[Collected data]
____________________

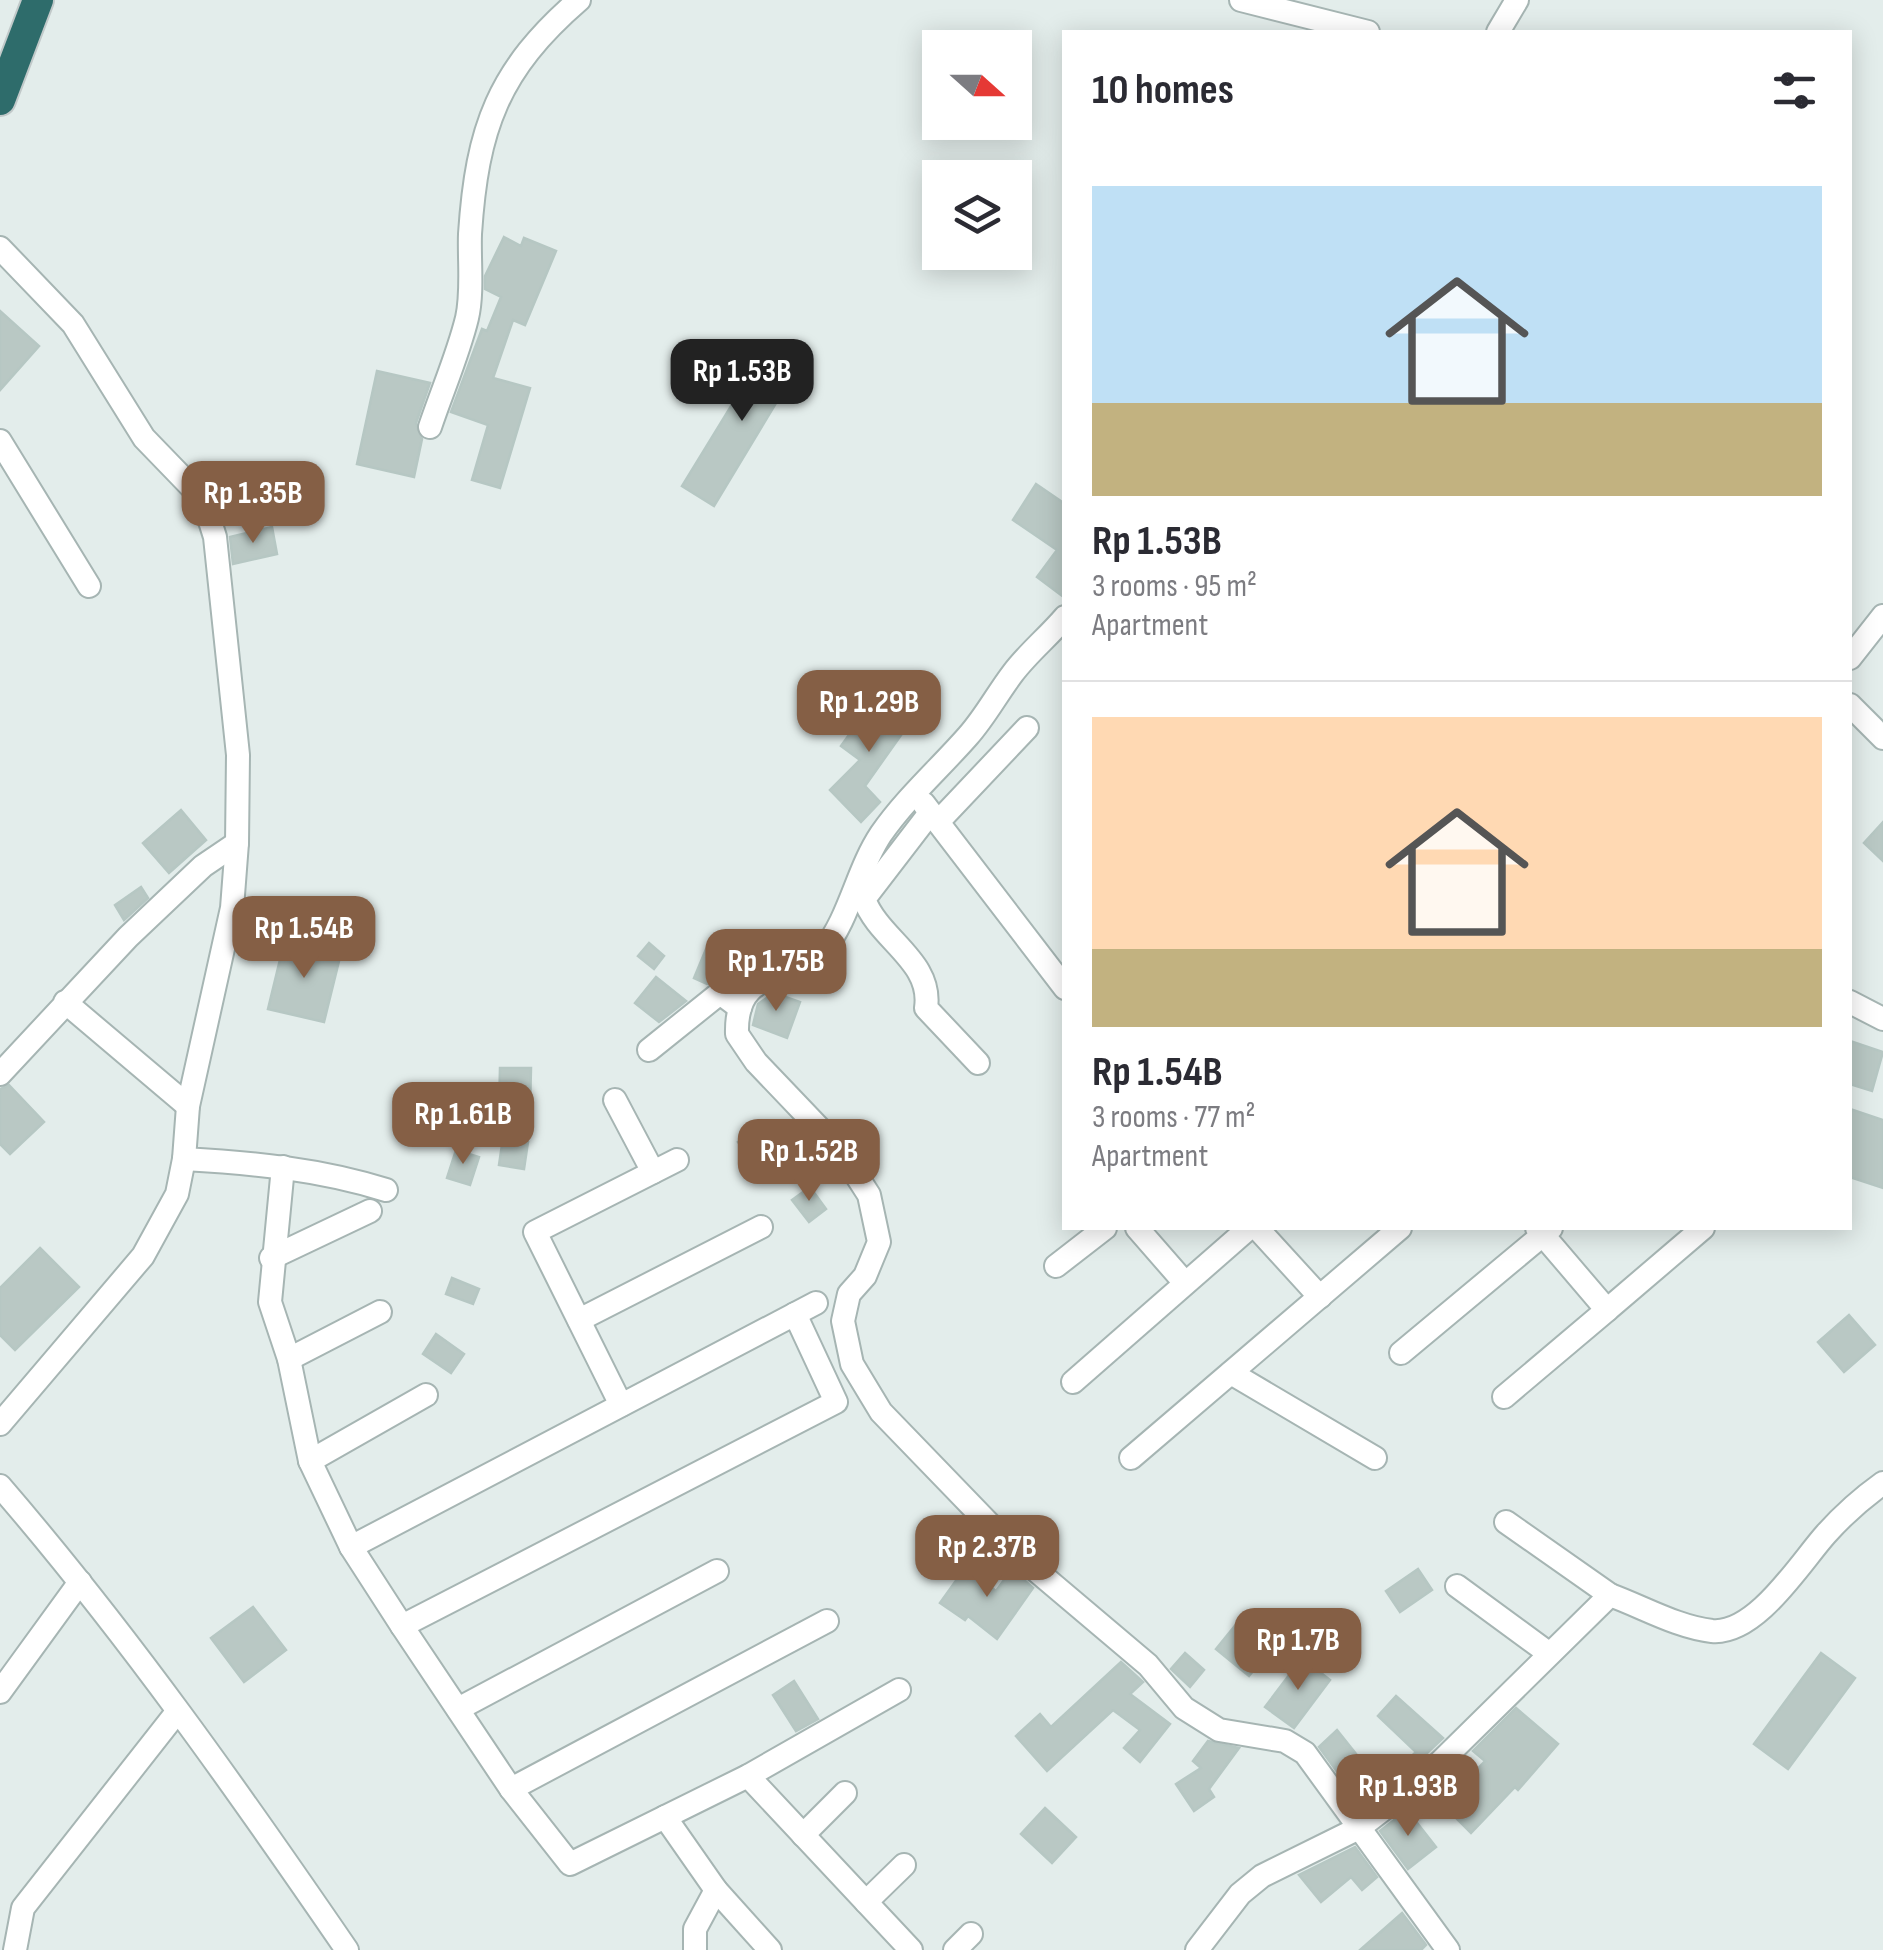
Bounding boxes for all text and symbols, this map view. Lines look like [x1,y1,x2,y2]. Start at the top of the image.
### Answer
north arrow [922,30,1032,140]
map controls [922,30,1032,270]
icon: filters [1767,63,1822,118]
text: 10 homes [1092,65,1234,116]
button: layers [922,160,1032,270]
icon: home [1367,251,1547,431]
pin: Rp 1.53B [639,339,845,424]
text: Rp 1.53B [693,352,791,391]
pin: Rp 1.35B [150,461,356,546]
text: Rp 1.35B [204,474,302,513]
text: Rp 1.53B [1092,516,1222,567]
text: 3 rooms · 95 m² [1092,567,1257,606]
text: Apartment [1092,606,1208,645]
pin: Rp 1.29B [766,670,972,755]
text: Rp 1.29B [819,683,919,722]
icon: home [1367,782,1547,962]
pin: Rp 1.54B [201,896,407,981]
text: Rp 1.54B [254,909,354,948]
pin: Rp 1.75B [673,929,879,1014]
text: Rp 1.75B [727,942,825,981]
text: Rp 1.54B [1092,1047,1222,1098]
pin: Rp 1.61B [360,1082,566,1167]
text: Rp 1.61B [414,1095,512,1134]
text: 3 rooms · 77 m² [1092,1098,1256,1137]
pin: Rp 1.52B [706,1119,912,1204]
text: Rp 1.52B [760,1132,858,1171]
text: Apartment [1092,1137,1208,1176]
pin: Rp 2.37B [884,1515,1090,1600]
text: Rp 2.37B [937,1528,1037,1567]
pin: Rp 1.7B [1206,1608,1390,1693]
text: Rp 1.7B [1256,1621,1340,1660]
pin: Rp 1.93B [1305,1754,1511,1839]
text: Rp 1.93B [1358,1767,1458,1806]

____________________

[Exercise objective] Print every entry above again, exactly as written. Leave the images out.

[Exercise result]
Bounding boxes for all text and symbols, this map view. Lines look like [x1,y1,x2,y2]. Start at the top of the image.
### Answer
north arrow [922,30,1032,140]
map controls [922,30,1032,270]
icon: filters [1767,63,1822,118]
text: 10 homes [1092,65,1234,116]
button: layers [922,160,1032,270]
icon: home [1367,251,1547,431]
pin: Rp 1.53B [639,339,845,424]
text: Rp 1.53B [693,352,791,391]
pin: Rp 1.35B [150,461,356,546]
text: Rp 1.35B [204,474,302,513]
text: Rp 1.53B [1092,516,1222,567]
text: 3 rooms · 95 m² [1092,567,1257,606]
text: Apartment [1092,606,1208,645]
pin: Rp 1.29B [766,670,972,755]
text: Rp 1.29B [819,683,919,722]
icon: home [1367,782,1547,962]
pin: Rp 1.54B [201,896,407,981]
text: Rp 1.54B [254,909,354,948]
pin: Rp 1.75B [673,929,879,1014]
text: Rp 1.75B [727,942,825,981]
text: Rp 1.54B [1092,1047,1222,1098]
pin: Rp 1.61B [360,1082,566,1167]
text: Rp 1.61B [414,1095,512,1134]
text: 3 rooms · 77 m² [1092,1098,1256,1137]
pin: Rp 1.52B [706,1119,912,1204]
text: Rp 1.52B [760,1132,858,1171]
text: Apartment [1092,1137,1208,1176]
pin: Rp 2.37B [884,1515,1090,1600]
text: Rp 2.37B [937,1528,1037,1567]
pin: Rp 1.7B [1206,1608,1390,1693]
text: Rp 1.7B [1256,1621,1340,1660]
pin: Rp 1.93B [1305,1754,1511,1839]
text: Rp 1.93B [1358,1767,1458,1806]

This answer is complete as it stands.